(Extracted records)
--
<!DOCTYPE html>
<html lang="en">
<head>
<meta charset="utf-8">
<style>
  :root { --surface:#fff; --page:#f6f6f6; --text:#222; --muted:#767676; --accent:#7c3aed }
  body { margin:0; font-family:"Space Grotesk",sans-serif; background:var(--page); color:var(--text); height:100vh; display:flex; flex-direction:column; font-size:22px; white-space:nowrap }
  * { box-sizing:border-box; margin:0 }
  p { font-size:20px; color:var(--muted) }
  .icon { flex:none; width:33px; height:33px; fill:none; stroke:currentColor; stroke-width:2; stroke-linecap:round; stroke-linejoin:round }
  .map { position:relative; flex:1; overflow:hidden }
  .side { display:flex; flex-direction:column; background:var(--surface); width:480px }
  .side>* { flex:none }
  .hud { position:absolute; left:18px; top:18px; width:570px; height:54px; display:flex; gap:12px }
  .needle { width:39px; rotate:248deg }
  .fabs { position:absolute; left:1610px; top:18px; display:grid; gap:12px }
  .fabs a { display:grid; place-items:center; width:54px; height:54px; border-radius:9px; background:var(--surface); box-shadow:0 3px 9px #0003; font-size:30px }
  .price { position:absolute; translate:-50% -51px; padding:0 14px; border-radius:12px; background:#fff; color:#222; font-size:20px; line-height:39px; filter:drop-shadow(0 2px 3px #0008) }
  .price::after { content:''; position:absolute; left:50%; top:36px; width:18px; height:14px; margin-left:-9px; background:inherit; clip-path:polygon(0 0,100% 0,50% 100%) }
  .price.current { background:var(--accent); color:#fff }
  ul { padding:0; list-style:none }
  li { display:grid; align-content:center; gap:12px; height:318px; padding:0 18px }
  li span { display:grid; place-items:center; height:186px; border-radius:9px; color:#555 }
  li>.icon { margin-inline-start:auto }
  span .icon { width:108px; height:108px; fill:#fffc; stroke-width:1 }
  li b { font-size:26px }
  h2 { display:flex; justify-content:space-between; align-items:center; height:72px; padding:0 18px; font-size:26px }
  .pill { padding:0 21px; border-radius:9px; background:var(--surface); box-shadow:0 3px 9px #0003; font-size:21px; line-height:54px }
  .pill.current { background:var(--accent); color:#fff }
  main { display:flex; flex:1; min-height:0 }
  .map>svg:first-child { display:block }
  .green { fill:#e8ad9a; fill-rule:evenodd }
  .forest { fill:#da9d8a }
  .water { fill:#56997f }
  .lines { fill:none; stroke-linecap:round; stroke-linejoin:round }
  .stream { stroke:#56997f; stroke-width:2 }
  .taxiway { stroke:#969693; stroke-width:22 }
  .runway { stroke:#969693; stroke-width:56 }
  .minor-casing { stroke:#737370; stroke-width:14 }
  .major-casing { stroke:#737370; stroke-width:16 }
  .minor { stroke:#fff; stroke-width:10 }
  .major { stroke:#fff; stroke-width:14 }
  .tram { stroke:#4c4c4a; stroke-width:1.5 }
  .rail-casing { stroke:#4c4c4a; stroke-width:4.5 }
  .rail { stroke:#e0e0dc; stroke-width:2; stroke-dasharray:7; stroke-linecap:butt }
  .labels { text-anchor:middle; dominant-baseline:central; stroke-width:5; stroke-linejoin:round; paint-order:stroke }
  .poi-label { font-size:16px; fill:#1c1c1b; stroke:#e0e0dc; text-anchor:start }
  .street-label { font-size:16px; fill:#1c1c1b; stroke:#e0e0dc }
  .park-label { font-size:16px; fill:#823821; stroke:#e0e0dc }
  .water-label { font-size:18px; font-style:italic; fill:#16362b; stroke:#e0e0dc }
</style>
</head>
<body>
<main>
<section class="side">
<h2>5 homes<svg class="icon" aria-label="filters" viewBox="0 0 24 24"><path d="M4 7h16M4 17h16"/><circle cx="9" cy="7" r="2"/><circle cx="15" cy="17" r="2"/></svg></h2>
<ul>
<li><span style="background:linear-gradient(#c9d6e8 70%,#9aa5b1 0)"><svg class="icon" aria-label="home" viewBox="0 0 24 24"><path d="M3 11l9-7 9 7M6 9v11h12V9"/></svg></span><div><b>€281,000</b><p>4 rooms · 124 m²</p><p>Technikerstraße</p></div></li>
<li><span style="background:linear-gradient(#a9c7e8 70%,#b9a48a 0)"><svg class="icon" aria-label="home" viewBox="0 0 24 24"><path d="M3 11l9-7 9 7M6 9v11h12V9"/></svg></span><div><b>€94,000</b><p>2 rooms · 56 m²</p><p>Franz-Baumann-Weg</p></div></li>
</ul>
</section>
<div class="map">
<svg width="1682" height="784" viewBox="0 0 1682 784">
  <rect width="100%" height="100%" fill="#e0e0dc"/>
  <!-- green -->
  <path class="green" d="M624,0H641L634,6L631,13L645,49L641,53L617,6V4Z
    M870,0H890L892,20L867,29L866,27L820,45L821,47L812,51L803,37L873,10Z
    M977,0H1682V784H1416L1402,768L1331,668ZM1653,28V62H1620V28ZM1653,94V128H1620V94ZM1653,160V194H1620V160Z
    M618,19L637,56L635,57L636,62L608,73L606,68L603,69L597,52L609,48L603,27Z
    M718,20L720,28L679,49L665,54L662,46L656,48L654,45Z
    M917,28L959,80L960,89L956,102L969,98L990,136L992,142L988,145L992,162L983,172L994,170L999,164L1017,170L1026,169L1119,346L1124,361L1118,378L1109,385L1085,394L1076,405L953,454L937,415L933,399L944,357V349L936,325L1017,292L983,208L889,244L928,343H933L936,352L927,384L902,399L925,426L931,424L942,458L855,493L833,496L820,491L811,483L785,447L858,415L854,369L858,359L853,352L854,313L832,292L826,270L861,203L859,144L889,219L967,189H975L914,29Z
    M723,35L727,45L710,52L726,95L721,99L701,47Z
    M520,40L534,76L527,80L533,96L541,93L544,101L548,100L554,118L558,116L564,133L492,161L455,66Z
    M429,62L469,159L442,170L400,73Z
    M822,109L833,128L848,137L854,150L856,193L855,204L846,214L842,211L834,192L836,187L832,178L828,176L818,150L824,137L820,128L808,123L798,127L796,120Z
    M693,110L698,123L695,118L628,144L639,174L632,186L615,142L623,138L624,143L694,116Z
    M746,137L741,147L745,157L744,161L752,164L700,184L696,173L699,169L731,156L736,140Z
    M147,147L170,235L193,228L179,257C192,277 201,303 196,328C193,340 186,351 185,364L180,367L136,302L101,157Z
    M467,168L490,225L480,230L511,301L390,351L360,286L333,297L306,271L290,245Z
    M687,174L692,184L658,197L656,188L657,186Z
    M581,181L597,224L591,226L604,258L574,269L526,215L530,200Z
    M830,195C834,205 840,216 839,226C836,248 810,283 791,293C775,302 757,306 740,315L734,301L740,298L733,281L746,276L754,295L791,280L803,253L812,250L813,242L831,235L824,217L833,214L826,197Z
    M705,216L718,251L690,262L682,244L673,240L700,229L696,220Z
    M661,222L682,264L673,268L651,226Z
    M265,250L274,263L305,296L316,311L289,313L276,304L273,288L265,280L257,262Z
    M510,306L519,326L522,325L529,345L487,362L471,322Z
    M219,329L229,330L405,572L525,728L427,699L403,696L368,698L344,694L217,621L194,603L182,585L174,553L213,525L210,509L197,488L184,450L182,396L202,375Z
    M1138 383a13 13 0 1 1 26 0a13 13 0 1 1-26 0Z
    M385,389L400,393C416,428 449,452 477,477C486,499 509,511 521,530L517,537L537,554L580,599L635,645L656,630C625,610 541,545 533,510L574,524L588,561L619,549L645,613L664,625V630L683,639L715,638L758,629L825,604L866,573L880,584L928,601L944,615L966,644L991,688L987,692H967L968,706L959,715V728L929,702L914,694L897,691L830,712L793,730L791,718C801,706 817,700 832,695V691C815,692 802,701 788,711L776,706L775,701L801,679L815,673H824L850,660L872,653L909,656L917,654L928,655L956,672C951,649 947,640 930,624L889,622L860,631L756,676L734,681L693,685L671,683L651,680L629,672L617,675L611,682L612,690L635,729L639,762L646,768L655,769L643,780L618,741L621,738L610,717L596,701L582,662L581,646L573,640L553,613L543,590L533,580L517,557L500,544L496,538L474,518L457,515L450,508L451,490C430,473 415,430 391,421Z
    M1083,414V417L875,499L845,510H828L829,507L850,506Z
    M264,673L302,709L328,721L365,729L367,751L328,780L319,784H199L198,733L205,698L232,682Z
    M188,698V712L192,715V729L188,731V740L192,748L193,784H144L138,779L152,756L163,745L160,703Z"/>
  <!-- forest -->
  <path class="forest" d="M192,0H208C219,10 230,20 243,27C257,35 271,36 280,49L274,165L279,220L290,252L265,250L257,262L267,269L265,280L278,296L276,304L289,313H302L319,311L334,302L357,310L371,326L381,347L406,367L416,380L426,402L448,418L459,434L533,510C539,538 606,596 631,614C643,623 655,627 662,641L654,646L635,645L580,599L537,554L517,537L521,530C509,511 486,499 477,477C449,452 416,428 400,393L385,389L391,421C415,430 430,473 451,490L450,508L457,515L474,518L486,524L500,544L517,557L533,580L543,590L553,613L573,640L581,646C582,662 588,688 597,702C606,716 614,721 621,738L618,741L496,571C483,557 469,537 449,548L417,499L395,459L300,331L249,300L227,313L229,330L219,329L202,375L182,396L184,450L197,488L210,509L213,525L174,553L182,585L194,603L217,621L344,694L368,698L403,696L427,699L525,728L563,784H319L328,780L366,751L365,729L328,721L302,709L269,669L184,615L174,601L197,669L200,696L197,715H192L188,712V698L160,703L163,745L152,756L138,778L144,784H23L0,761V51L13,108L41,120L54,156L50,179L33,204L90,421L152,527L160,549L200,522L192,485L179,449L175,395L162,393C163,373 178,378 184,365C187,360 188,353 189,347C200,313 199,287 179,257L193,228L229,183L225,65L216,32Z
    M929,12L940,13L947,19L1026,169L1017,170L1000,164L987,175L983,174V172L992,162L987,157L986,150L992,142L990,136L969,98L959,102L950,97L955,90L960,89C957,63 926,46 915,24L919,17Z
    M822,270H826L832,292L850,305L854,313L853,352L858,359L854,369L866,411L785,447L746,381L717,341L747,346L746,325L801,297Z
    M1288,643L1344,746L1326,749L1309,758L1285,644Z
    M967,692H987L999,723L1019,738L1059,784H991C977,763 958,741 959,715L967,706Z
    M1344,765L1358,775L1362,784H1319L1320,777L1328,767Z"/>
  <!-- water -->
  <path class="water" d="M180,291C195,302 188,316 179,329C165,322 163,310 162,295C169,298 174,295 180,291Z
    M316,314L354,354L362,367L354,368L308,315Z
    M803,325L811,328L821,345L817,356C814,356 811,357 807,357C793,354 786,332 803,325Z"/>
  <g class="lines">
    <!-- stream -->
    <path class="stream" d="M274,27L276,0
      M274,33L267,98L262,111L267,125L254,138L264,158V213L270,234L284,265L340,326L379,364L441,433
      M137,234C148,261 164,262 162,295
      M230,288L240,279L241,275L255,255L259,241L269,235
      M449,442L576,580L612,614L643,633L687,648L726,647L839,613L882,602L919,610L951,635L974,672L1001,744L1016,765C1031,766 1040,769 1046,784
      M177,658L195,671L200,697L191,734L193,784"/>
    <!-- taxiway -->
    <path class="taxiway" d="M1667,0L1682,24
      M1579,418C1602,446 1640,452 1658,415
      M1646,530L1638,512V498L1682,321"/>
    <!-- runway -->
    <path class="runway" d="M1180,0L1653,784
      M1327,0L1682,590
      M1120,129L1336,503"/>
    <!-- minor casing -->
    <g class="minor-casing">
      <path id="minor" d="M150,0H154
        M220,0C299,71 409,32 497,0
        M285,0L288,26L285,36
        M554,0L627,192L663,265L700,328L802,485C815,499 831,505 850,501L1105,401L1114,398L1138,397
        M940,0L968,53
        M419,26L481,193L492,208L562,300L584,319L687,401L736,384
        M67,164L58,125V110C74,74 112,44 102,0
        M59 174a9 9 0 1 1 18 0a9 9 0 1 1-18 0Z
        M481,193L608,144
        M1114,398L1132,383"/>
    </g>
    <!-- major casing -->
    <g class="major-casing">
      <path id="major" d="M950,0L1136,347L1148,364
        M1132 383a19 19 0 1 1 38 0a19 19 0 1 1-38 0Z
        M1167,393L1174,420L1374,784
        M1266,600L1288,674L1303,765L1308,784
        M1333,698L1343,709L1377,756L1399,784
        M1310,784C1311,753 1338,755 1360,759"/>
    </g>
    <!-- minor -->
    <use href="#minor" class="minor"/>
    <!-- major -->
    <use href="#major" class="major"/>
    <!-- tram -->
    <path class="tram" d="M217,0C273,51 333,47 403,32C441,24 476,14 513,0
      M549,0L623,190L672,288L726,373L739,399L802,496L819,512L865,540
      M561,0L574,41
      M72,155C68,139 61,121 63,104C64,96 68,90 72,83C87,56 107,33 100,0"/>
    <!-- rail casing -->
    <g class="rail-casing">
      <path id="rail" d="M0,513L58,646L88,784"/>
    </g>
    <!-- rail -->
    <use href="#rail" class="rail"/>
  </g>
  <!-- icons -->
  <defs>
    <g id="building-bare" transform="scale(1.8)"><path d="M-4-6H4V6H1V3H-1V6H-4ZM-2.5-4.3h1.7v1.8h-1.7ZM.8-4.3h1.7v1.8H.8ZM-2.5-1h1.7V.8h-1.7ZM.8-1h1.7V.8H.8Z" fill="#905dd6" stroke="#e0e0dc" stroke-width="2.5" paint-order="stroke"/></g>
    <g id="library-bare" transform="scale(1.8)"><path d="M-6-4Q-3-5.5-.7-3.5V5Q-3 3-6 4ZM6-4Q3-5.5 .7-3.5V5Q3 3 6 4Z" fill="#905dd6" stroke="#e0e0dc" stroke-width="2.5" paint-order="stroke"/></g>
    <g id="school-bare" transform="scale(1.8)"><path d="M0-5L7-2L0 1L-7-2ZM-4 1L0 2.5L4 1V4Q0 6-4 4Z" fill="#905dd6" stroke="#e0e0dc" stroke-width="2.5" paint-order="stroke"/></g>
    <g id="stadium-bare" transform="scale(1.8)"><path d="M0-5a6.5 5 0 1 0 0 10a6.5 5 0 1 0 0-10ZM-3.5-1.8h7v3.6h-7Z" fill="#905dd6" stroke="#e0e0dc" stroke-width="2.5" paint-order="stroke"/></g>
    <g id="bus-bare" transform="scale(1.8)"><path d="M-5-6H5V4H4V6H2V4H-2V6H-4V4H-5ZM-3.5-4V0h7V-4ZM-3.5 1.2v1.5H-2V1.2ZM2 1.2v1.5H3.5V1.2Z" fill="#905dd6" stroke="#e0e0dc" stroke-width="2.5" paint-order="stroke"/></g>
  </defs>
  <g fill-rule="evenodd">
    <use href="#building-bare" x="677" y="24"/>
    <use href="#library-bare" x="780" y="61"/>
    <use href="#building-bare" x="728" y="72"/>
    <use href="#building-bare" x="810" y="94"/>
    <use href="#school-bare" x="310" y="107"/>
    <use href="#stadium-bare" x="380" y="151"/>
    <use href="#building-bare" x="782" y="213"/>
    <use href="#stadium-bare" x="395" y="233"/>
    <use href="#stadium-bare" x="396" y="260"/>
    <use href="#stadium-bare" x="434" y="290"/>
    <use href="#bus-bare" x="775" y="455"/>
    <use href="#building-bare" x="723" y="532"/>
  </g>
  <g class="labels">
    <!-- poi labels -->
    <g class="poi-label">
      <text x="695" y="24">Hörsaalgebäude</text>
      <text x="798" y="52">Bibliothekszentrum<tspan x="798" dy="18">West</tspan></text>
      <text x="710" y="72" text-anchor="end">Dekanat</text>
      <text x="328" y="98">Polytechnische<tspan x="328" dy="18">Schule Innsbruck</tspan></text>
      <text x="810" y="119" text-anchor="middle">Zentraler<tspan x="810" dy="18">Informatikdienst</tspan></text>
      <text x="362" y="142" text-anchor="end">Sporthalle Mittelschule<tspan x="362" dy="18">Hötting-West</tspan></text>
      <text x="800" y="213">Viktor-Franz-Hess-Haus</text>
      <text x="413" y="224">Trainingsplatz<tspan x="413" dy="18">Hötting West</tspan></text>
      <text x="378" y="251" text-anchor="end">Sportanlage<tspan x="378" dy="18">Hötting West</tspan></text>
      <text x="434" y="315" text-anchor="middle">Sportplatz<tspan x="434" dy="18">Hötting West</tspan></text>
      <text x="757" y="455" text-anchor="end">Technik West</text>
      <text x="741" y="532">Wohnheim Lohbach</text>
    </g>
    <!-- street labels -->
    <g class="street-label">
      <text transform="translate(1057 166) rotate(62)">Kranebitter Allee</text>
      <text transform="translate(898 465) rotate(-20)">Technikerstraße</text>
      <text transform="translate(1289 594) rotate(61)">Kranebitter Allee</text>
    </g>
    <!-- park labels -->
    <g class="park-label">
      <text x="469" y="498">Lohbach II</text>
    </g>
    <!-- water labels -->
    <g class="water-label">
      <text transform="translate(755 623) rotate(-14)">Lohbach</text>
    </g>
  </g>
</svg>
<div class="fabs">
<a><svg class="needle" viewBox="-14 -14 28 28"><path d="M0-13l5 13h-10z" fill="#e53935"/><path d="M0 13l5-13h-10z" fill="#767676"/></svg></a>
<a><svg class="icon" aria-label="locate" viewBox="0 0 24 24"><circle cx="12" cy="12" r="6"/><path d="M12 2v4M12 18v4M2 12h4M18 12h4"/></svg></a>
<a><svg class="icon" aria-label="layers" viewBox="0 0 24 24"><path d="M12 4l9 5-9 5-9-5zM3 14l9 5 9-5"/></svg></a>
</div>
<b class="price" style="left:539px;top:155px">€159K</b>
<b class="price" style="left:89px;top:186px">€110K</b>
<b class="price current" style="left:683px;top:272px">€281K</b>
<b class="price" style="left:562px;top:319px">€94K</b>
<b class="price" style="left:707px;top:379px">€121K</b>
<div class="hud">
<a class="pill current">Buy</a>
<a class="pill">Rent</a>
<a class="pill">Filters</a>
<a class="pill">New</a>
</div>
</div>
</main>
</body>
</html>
--
PROMPT: Where a line above holds the string "side", copy that line.

RESPONSE TO THIS EXERCISE:
  .side { display:flex; flex-direction:column; background:var(--surface); width:480px }
  .side>* { flex:none }
<section class="side">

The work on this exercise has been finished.